EXERCISE PROMPT: Find the string "picture" in the data, then copy every line where it is found.

Stored data entries:
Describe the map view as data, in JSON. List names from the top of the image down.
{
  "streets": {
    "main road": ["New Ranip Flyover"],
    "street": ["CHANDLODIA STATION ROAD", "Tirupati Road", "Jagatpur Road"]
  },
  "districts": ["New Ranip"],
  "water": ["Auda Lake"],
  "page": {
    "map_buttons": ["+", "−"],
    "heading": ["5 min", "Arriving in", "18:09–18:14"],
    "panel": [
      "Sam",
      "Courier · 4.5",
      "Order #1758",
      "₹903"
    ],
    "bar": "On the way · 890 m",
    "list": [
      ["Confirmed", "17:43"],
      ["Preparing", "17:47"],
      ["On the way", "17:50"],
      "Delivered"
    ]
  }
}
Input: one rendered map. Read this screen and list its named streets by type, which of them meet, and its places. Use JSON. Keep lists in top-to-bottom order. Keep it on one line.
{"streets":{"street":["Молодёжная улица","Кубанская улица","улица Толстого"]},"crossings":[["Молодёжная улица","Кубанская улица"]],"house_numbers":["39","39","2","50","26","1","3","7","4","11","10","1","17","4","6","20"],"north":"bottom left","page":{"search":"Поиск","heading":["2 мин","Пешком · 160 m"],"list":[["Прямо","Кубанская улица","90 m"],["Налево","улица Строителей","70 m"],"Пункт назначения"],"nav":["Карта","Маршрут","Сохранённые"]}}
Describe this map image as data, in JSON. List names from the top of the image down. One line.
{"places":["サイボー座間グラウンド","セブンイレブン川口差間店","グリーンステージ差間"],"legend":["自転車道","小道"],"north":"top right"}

...

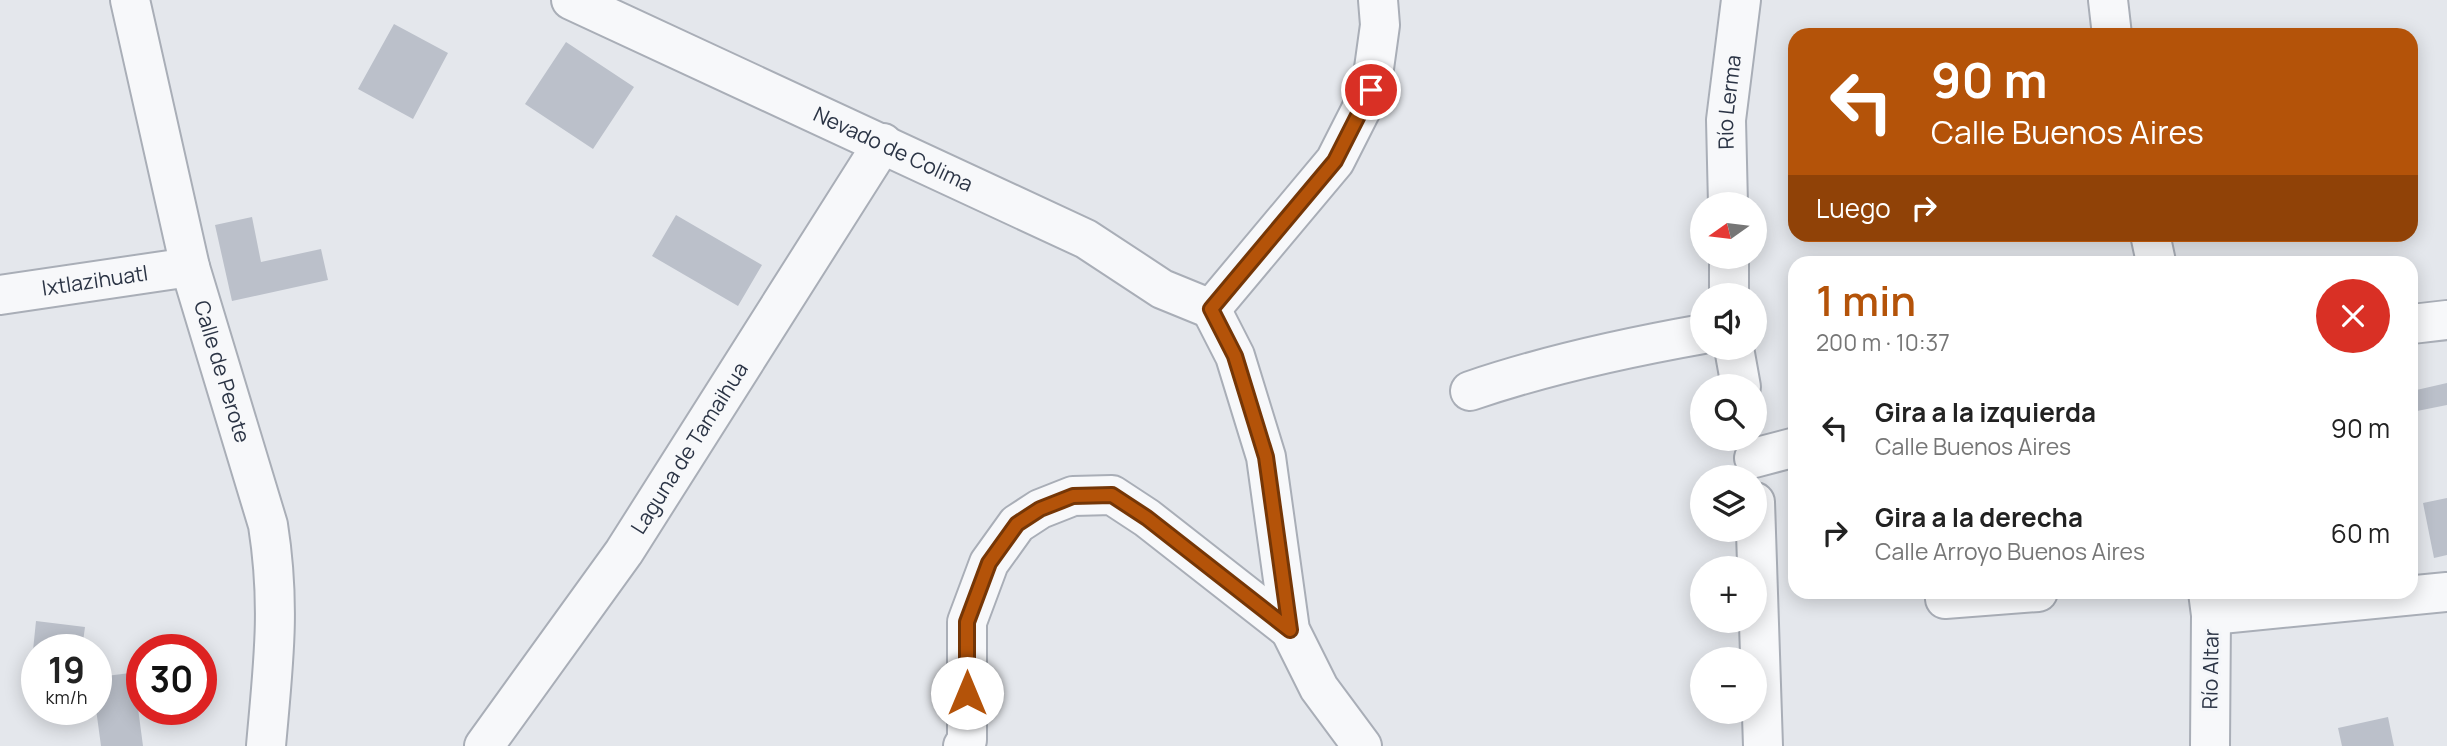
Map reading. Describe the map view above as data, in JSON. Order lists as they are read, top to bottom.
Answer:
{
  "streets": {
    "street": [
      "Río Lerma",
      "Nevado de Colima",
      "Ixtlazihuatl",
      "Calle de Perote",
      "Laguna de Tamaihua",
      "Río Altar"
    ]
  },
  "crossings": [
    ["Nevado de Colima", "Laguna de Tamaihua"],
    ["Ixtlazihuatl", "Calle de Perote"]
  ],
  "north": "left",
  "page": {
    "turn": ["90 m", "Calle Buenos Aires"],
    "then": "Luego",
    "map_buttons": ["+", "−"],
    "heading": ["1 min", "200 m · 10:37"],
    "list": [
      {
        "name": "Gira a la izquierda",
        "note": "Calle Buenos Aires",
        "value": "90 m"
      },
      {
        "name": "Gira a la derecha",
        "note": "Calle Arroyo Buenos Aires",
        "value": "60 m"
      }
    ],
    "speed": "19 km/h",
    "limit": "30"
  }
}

* * *

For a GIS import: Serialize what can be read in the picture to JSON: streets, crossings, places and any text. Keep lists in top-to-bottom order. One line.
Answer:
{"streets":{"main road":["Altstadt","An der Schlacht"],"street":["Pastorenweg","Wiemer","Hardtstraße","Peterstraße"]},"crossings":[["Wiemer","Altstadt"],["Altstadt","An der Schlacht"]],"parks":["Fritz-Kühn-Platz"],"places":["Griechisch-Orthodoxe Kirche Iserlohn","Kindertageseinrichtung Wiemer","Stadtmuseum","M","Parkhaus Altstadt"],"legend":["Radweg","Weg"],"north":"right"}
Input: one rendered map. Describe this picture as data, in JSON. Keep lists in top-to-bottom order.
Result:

TASK ANSWER:
For a GIS import: Serialize what can be read in the picture to JSON: streets, crossings, places and any text. Keep lists in top-to-bottom order. One line.
Input: one rendered map. Describe this picture as data, in JSON. Keep lists in top-to-bottom order.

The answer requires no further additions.